Nuke plant faulted for using janitors as guards

TT/David Landes
TT/David Landes - [email protected]
Nuke plant faulted for using janitors as guards

A decision by management of Sweden’s Oskarshamn nuclear power plant to have custodial workers stand in as guards has drawn a sharp rebuke from the country’s nuclear regulatory authority.


For a week in early October, members of a contract cleaning crew stood guard along sections of the plant’s perimeter fencing during repairs to the plant’s alarm system.

Sweden’s Radiation Safety Authority (Strålsäkerhetsmyndigheten – SSM) criticized OKG, the plant’s operators, for violating its own internal safety practices by using untrained workers to guard the facility and for failing to document the break with standard operation procedures.
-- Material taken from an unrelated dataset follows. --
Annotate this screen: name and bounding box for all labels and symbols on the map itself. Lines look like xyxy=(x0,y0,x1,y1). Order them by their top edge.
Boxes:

"OKG's decision to use non-security-trained personnel violates the company's internal procedures. It is particularly serious since the routine deviation has been going on for a long time," the agency said in its report.
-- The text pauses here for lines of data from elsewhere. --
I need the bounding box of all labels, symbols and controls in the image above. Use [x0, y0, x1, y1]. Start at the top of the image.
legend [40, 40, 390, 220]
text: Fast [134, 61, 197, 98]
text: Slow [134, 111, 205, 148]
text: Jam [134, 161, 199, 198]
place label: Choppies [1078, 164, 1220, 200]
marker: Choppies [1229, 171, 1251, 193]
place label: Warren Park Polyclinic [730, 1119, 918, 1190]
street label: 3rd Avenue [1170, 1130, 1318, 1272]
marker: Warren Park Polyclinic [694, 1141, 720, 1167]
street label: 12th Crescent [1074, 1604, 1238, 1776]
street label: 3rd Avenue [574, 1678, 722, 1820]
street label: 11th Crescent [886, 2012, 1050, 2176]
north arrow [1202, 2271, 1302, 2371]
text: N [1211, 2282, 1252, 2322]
SSM added that the incident "could be a sign of inadequate safety culture with respect to the attitude toward physical protection” of the facility.

“The most serious aspect is that they made a decision for which no documentation can be found. And that they chose to break with internal procedures in this undocumented decision doesn’t make it any better,” said Stig Isaksson, an official from SSM’s division for control and inspection, to the TT news agency.
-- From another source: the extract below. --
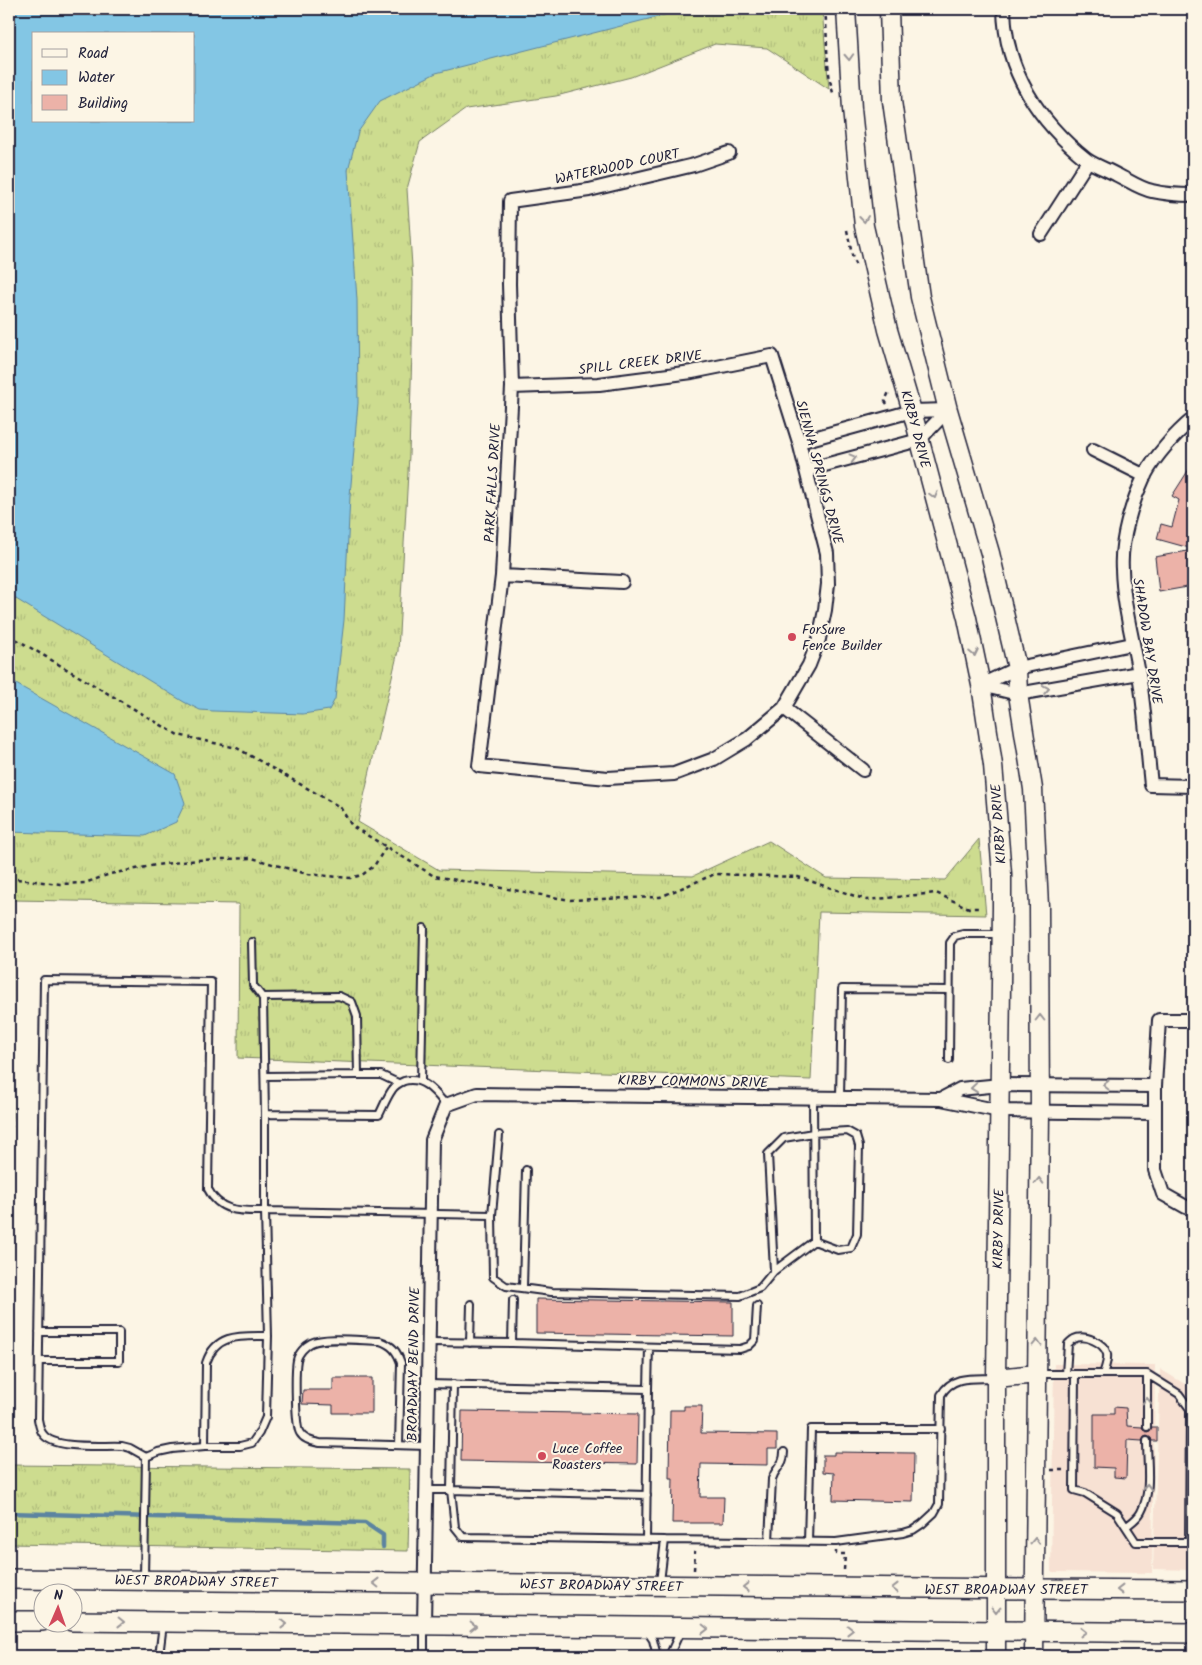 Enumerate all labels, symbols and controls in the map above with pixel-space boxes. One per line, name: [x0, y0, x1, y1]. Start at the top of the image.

“Decisions on security measures must be documented so that one can find out what has been decided and on what grounds.”

In its report, SSM suggests a number of measures to help OKG correct the problems. Specifically, the investigation calls on the agency to keep a close eye on the company to ensure it maintains a high-quality safety culture.

The report also proposes that SSM consider clarifying what is included in the surveillance of nuclear facilities.

“We certainly accept the agency’s criticism and believe that our management of the operation can be improved,” said the head of the Oskarshamn plant, Ken Sterman, in a statement.